[[ Record excerpts, beginning ]]

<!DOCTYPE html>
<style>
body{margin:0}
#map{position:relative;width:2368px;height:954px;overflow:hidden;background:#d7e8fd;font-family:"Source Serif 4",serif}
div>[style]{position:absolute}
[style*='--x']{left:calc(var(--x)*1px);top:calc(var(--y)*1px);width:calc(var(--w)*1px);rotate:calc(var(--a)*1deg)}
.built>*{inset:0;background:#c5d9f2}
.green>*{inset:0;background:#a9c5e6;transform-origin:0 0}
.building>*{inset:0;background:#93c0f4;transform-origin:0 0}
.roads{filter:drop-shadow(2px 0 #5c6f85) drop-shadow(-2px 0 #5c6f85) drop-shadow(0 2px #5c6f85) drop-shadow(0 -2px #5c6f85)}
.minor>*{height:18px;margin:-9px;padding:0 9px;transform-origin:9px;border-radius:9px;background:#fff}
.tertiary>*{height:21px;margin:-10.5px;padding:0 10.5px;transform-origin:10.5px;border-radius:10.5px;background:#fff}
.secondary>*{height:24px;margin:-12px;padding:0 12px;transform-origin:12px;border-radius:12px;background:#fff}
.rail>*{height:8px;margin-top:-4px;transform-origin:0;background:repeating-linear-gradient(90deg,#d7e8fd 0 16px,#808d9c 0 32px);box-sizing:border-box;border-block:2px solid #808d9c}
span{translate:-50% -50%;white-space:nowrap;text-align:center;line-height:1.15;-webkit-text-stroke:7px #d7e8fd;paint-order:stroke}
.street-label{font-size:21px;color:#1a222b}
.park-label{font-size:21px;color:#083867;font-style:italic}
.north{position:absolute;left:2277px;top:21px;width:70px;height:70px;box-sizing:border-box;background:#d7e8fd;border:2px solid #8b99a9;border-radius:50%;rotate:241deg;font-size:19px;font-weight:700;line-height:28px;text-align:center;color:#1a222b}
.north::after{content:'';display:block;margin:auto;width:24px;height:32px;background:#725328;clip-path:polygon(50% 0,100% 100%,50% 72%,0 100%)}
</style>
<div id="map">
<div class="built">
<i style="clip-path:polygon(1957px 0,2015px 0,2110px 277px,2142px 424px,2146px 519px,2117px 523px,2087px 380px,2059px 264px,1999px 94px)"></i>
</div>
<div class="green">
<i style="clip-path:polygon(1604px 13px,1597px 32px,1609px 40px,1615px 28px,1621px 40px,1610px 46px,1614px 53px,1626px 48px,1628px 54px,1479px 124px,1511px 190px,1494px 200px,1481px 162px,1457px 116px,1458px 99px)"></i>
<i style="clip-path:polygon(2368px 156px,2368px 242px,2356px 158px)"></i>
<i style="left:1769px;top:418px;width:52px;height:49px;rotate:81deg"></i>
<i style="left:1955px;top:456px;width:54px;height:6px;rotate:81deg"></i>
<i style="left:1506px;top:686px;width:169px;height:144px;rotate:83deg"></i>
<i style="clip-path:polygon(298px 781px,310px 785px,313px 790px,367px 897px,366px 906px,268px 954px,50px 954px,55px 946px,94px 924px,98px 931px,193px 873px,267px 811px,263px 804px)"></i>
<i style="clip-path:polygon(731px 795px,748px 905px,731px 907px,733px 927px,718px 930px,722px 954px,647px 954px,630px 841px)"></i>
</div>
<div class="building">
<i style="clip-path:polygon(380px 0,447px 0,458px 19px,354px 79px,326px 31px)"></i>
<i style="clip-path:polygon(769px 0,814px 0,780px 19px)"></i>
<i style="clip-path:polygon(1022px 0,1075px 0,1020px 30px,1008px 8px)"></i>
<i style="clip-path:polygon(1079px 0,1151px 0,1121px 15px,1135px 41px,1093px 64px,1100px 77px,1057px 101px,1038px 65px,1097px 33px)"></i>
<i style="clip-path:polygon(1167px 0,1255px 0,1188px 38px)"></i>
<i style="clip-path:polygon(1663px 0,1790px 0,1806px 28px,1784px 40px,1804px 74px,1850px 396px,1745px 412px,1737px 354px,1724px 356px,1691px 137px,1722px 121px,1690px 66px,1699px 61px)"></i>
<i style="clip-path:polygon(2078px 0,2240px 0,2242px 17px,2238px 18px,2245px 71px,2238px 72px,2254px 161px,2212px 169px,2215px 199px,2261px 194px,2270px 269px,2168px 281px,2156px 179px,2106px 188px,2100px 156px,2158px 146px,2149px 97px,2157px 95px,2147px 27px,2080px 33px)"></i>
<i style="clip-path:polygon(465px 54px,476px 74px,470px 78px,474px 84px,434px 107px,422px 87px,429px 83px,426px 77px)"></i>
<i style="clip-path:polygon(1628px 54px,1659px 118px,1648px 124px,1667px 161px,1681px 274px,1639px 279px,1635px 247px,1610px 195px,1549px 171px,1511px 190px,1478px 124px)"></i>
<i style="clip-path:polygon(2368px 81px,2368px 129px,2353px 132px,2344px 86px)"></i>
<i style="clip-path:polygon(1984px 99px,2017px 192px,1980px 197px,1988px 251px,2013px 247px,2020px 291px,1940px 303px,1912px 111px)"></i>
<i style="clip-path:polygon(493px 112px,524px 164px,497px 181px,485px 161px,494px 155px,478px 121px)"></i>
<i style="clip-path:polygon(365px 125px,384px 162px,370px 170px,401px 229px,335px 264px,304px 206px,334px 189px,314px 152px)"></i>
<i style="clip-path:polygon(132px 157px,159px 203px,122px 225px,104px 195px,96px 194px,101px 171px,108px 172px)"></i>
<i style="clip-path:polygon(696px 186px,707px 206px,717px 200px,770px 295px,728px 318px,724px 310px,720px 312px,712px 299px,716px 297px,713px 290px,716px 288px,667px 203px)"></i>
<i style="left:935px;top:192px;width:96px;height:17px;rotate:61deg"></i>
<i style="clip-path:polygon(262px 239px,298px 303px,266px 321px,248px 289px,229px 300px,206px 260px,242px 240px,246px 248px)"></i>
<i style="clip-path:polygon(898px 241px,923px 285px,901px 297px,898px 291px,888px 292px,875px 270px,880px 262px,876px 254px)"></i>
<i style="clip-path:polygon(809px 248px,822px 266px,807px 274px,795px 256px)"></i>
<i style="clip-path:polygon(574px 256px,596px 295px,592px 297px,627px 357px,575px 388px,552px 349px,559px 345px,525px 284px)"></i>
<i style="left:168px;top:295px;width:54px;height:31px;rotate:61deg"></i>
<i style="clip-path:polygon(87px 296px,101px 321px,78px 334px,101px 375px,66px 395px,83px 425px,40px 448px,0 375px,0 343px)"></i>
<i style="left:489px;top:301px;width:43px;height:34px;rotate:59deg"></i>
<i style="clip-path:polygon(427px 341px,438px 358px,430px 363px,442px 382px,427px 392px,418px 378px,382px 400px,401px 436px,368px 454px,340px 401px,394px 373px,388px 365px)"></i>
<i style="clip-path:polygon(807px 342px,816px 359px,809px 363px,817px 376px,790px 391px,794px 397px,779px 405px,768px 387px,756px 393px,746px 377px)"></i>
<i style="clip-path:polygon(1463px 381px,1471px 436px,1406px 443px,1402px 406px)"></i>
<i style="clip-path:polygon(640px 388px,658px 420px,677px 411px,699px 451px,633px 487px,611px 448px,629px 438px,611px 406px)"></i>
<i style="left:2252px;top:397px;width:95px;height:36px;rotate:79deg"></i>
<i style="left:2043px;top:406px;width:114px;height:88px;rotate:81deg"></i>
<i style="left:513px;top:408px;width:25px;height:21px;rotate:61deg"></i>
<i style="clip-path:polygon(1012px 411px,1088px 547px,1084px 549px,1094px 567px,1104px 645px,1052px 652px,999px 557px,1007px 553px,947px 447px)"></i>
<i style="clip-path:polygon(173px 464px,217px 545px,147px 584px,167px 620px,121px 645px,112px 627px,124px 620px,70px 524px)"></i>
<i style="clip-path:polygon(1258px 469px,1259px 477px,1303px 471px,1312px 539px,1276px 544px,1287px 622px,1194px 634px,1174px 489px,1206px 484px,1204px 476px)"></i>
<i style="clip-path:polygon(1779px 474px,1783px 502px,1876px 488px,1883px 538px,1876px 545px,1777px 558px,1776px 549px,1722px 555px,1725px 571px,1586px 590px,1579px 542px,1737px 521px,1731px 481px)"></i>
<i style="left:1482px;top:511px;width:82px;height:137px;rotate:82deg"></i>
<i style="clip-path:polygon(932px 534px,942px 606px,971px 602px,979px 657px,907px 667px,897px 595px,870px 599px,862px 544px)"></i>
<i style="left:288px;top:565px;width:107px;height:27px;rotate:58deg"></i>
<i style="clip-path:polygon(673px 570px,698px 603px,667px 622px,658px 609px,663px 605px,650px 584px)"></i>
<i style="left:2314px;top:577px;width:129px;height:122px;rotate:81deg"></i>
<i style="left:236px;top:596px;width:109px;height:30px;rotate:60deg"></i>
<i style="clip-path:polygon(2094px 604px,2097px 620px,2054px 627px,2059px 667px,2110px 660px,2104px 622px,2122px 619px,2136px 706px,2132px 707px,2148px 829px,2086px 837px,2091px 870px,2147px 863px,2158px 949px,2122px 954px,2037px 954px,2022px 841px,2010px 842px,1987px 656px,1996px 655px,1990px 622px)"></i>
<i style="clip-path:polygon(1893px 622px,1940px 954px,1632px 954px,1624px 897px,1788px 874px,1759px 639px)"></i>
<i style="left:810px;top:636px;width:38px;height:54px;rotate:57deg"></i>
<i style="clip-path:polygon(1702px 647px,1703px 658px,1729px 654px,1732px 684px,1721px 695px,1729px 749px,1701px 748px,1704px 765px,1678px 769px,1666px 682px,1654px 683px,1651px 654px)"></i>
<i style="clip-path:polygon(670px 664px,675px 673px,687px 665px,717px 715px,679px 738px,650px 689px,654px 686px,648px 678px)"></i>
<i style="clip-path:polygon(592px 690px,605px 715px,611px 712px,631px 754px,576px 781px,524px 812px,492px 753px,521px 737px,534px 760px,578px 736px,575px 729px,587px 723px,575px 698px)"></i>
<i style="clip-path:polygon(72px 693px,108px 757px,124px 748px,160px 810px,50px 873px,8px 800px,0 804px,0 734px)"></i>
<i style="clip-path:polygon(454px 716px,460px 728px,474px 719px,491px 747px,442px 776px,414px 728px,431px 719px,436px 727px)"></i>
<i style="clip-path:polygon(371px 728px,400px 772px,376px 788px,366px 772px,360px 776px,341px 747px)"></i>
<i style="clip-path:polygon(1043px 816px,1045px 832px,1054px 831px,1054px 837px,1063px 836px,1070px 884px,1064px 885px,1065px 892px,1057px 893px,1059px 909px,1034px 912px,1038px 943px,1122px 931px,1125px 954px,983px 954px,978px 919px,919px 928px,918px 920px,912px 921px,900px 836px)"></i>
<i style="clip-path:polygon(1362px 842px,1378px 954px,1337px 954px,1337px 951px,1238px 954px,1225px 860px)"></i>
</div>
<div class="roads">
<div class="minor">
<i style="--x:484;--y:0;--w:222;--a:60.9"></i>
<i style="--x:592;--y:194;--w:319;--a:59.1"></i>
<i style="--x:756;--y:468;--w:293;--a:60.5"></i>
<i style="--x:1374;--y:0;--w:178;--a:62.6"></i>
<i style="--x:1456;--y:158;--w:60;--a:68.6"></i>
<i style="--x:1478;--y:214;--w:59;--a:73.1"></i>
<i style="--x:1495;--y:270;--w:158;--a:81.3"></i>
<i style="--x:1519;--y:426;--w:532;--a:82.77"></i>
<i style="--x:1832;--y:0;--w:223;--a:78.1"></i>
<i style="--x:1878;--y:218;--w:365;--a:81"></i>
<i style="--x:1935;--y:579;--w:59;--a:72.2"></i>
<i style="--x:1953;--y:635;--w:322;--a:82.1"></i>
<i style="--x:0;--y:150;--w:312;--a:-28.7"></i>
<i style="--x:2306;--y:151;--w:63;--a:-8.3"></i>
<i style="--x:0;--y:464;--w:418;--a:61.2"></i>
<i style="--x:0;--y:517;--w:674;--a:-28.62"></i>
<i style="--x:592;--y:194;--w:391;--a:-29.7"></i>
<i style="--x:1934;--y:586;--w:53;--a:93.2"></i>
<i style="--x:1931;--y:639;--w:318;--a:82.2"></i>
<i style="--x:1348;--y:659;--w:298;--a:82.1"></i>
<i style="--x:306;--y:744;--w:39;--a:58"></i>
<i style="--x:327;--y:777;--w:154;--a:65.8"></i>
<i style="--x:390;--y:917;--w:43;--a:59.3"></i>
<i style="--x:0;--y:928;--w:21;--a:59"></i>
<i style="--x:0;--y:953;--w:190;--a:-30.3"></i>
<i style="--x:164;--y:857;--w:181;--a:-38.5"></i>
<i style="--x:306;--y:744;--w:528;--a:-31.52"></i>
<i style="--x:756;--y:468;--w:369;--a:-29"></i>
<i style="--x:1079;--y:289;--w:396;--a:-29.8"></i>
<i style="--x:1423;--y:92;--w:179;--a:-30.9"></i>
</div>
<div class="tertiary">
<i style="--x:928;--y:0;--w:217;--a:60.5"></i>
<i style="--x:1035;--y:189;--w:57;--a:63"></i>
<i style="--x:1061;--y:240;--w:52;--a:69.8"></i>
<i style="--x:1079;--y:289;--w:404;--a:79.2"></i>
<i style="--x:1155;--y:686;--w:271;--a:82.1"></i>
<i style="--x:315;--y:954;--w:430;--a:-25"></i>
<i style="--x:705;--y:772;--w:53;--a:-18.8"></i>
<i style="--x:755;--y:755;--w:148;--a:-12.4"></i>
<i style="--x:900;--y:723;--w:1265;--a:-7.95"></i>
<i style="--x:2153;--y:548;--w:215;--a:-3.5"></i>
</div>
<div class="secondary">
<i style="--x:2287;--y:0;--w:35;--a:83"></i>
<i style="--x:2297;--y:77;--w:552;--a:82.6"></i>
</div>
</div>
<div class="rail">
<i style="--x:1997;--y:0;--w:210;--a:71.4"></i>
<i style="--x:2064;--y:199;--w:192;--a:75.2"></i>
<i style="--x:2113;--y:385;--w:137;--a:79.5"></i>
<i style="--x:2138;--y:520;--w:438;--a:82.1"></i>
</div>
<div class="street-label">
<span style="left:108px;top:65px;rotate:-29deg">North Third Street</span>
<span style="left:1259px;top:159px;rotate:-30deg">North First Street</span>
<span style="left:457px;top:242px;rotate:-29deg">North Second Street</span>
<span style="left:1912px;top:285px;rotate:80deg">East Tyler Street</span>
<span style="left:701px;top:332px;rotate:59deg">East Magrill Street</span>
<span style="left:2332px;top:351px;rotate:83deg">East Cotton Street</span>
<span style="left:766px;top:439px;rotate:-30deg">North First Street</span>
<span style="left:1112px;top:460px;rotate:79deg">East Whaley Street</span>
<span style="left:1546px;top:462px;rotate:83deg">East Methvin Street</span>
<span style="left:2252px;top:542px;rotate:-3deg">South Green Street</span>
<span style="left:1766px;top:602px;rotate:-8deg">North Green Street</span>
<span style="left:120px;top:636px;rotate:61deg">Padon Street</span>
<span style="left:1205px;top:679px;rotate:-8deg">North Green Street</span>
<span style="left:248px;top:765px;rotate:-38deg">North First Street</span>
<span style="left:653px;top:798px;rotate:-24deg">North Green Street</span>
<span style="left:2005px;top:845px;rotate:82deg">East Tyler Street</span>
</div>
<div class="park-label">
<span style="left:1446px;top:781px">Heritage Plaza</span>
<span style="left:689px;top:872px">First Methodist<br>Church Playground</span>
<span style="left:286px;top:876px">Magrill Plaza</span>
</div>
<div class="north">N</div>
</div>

[[ Record excerpts, end ]]

# Task description
When you answer, output each line of the data exactly as given, from its first line up to and including the one with "0 #5c6f85) drop-shadow(-2px".

# Result
<!DOCTYPE html>
<style>
body{margin:0}
#map{position:relative;width:2368px;height:954px;overflow:hidden;background:#d7e8fd;font-family:"Source Serif 4",serif}
div>[style]{position:absolute}
[style*='--x']{left:calc(var(--x)*1px);top:calc(var(--y)*1px);width:calc(var(--w)*1px);rotate:calc(var(--a)*1deg)}
.built>*{inset:0;background:#c5d9f2}
.green>*{inset:0;background:#a9c5e6;transform-origin:0 0}
.building>*{inset:0;background:#93c0f4;transform-origin:0 0}
.roads{filter:drop-shadow(2px 0 #5c6f85) drop-shadow(-2px 0 #5c6f85) drop-shadow(0 2px #5c6f85) drop-shadow(0 -2px #5c6f85)}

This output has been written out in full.